What to do:
Give back a single number: the count of lines in the data that contain the string "Roma".

Entries taken from a collection:
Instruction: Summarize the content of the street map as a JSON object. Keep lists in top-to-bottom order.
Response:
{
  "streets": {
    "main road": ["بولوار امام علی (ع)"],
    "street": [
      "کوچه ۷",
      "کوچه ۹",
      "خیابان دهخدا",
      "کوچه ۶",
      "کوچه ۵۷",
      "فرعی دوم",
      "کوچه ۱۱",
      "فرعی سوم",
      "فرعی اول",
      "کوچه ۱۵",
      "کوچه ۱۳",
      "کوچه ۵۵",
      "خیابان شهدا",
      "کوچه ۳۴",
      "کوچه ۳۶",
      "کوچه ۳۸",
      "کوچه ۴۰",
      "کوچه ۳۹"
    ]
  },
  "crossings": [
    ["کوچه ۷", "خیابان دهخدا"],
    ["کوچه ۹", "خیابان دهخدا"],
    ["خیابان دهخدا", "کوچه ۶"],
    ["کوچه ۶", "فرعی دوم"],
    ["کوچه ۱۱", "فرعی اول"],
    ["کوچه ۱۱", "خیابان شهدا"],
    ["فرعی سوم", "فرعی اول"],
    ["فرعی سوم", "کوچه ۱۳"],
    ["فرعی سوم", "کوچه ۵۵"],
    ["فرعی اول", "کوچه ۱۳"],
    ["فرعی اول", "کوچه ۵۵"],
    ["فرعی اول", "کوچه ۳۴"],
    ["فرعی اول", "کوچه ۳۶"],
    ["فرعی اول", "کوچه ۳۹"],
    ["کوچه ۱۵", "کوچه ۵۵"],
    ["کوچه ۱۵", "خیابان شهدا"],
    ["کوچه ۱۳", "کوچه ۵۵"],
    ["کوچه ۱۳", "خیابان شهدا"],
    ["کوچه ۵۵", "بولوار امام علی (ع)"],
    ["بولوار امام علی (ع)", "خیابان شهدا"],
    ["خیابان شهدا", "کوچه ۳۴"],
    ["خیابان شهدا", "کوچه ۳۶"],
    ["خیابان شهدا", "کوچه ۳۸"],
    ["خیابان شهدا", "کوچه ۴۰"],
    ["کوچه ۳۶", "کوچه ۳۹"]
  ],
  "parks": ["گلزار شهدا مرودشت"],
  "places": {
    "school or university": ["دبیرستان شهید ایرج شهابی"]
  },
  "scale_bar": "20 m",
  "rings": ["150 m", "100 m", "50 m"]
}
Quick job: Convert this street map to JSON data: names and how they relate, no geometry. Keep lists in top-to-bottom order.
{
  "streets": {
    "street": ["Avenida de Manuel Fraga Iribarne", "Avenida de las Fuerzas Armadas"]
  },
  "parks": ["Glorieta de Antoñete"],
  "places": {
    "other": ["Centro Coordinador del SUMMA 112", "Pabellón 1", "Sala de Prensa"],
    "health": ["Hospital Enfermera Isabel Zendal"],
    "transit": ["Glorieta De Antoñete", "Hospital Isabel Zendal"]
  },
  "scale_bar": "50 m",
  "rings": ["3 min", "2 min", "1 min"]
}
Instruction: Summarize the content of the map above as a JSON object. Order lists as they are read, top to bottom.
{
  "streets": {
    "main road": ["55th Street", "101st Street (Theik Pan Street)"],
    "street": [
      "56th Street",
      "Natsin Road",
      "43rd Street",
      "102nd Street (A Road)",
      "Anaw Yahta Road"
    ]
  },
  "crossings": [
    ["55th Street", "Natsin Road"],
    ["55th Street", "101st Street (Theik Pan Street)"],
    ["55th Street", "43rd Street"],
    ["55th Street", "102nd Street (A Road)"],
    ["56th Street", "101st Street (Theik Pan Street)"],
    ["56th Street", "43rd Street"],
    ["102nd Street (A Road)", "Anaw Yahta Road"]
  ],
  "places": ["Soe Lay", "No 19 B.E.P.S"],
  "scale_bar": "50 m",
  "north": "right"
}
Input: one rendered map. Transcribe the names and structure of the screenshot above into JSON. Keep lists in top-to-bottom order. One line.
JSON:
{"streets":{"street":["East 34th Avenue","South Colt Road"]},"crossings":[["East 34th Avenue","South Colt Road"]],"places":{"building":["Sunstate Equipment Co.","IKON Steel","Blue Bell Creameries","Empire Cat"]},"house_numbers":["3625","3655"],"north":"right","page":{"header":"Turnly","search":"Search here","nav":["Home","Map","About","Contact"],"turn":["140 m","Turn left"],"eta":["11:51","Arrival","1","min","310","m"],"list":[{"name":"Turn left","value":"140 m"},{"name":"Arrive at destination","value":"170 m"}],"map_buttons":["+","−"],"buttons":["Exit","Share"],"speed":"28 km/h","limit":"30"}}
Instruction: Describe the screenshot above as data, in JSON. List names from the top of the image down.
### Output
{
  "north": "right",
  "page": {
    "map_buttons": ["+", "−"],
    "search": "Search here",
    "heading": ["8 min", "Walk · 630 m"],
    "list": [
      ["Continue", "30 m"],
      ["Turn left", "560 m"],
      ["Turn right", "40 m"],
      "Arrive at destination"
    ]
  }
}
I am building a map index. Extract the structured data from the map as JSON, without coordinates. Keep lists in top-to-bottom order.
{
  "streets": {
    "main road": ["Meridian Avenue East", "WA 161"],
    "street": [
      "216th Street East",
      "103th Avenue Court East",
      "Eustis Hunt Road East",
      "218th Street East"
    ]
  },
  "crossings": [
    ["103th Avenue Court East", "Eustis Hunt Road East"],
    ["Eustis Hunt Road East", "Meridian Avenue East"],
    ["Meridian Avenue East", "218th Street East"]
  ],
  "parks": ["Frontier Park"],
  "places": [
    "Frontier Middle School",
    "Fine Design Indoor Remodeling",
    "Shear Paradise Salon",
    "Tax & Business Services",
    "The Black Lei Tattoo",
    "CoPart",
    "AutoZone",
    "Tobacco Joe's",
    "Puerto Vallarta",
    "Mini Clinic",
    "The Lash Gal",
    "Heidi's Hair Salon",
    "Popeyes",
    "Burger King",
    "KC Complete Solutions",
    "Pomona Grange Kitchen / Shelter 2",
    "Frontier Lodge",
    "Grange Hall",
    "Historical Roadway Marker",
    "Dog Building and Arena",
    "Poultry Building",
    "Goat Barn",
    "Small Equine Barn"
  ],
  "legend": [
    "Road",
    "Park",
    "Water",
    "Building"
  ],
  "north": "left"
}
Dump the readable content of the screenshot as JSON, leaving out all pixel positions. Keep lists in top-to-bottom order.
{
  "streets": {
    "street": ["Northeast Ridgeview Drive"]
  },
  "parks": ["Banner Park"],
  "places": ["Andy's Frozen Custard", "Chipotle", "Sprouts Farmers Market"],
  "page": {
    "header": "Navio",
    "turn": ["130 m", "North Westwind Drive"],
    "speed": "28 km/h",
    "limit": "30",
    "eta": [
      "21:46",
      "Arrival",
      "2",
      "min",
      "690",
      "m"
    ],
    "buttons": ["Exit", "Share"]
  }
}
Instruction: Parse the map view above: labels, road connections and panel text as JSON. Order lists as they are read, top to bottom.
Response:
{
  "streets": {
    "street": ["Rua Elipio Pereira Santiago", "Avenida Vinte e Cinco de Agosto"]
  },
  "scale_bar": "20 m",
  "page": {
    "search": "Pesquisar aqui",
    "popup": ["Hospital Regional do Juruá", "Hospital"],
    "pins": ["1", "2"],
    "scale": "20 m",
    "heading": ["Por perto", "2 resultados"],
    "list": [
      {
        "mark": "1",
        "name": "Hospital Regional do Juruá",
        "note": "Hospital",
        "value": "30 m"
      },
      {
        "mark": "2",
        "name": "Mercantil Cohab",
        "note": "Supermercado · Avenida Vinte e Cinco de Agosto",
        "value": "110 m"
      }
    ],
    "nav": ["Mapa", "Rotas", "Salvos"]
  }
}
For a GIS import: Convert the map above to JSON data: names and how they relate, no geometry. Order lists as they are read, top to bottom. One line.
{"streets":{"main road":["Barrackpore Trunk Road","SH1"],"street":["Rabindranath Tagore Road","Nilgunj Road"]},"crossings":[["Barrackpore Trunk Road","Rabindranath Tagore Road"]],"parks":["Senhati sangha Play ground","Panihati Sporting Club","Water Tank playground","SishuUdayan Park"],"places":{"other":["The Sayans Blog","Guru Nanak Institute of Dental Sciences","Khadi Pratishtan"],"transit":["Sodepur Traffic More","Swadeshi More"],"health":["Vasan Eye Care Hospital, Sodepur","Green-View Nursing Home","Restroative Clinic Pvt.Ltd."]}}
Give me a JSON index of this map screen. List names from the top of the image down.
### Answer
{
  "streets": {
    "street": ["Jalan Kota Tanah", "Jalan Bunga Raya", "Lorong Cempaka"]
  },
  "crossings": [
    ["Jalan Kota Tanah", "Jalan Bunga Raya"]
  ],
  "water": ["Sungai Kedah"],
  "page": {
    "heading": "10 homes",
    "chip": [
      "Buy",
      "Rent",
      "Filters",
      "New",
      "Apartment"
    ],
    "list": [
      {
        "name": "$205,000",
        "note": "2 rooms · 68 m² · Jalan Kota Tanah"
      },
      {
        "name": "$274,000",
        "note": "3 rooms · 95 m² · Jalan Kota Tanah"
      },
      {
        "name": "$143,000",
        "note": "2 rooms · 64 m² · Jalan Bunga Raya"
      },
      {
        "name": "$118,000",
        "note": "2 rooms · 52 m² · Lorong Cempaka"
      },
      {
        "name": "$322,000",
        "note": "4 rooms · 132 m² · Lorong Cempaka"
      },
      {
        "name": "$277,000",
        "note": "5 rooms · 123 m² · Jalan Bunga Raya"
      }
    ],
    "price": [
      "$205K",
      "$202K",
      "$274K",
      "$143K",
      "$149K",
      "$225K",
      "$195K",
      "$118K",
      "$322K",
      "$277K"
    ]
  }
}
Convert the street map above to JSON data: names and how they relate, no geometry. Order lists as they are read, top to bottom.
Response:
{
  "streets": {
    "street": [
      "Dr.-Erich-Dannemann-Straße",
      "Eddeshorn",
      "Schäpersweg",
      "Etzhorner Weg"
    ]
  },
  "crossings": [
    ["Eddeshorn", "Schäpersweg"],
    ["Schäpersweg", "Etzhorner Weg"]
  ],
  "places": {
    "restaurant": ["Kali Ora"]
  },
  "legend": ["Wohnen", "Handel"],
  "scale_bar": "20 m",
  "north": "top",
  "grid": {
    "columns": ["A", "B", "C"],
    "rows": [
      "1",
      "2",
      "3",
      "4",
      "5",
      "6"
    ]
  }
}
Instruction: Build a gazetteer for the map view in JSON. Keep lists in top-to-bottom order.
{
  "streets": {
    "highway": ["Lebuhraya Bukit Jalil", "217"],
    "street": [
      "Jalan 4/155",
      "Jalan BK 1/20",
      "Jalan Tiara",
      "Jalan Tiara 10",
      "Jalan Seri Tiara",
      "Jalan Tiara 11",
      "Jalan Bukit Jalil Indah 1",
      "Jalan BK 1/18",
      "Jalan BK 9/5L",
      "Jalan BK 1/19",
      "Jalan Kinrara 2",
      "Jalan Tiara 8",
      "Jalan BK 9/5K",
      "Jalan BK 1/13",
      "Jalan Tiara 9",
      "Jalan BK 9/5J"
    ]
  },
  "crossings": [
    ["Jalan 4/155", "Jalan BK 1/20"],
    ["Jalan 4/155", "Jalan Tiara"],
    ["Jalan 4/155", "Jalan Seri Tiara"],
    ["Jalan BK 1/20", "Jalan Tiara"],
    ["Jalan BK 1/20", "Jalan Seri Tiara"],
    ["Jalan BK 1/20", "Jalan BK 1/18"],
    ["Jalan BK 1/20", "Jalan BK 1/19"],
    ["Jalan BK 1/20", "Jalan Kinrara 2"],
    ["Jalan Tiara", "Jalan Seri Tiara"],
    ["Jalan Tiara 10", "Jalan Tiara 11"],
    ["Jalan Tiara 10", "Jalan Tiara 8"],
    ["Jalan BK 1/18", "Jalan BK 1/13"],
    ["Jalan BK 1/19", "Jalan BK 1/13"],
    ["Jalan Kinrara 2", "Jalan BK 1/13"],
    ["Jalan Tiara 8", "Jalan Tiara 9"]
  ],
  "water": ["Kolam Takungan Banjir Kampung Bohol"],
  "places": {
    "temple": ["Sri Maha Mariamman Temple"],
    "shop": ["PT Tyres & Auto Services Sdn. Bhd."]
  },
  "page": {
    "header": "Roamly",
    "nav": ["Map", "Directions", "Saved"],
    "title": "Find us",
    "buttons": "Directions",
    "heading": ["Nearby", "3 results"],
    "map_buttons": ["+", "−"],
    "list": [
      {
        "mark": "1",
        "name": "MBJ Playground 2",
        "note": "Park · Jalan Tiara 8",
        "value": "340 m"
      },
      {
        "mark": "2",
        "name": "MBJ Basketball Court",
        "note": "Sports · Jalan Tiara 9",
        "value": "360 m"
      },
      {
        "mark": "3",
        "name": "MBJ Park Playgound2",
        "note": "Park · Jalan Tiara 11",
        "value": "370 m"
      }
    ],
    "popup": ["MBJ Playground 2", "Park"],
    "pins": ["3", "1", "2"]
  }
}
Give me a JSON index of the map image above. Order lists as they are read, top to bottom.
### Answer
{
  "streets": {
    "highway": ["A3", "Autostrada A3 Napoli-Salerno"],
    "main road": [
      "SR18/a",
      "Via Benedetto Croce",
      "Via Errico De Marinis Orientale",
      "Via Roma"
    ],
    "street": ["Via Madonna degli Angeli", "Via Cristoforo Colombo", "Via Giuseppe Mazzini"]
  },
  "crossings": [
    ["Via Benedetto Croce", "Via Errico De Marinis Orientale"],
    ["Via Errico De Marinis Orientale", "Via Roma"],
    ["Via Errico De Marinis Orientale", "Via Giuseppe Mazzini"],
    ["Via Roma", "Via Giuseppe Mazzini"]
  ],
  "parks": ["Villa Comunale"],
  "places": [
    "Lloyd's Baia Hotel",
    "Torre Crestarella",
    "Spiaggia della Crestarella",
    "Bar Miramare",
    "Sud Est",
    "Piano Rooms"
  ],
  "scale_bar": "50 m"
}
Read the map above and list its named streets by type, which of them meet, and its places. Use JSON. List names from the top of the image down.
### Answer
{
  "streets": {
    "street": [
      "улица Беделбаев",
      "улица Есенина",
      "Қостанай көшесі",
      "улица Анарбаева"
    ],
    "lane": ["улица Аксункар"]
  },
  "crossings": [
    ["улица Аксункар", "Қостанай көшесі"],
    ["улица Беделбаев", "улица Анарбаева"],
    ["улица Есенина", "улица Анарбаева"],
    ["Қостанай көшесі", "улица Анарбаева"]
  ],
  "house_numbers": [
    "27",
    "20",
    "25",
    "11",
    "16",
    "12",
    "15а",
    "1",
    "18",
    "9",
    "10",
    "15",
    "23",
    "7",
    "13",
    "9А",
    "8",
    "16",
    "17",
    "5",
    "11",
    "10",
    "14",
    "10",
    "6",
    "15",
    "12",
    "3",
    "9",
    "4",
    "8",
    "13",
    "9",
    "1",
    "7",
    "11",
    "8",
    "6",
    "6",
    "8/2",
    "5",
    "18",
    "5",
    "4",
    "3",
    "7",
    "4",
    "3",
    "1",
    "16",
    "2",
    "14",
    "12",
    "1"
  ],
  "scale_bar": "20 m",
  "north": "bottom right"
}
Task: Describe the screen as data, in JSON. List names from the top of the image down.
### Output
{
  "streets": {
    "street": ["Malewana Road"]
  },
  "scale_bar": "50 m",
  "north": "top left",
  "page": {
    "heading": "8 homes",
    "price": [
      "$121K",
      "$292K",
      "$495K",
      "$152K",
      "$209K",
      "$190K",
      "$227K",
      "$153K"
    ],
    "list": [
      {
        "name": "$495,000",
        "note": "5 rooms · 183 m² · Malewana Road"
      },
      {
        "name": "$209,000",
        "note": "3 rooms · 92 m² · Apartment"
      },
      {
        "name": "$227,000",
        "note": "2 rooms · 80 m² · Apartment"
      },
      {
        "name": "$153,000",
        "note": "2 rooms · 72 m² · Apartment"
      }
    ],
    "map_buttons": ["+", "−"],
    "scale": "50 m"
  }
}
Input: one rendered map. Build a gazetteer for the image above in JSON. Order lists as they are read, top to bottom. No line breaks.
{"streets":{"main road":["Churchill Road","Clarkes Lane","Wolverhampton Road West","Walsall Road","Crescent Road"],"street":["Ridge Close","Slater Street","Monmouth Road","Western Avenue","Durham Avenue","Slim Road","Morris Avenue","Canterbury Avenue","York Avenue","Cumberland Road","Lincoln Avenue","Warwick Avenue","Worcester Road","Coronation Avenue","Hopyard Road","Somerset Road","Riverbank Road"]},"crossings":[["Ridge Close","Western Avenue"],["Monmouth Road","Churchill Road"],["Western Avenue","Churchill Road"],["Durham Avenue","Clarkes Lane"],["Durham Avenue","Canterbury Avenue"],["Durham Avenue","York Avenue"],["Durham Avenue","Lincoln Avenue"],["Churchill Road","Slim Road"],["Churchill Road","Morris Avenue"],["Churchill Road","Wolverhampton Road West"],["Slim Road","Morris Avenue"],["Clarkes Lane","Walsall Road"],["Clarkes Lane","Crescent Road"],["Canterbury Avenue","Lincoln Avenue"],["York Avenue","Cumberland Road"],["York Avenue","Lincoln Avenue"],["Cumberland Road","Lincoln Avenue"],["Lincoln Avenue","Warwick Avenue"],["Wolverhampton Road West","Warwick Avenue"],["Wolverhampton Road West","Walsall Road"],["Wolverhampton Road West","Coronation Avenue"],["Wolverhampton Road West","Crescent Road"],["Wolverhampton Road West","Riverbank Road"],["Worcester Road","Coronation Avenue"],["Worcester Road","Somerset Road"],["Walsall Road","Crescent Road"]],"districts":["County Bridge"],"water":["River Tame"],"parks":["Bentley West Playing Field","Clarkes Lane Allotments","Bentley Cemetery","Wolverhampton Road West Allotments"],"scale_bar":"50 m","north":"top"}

Solution to this task:
3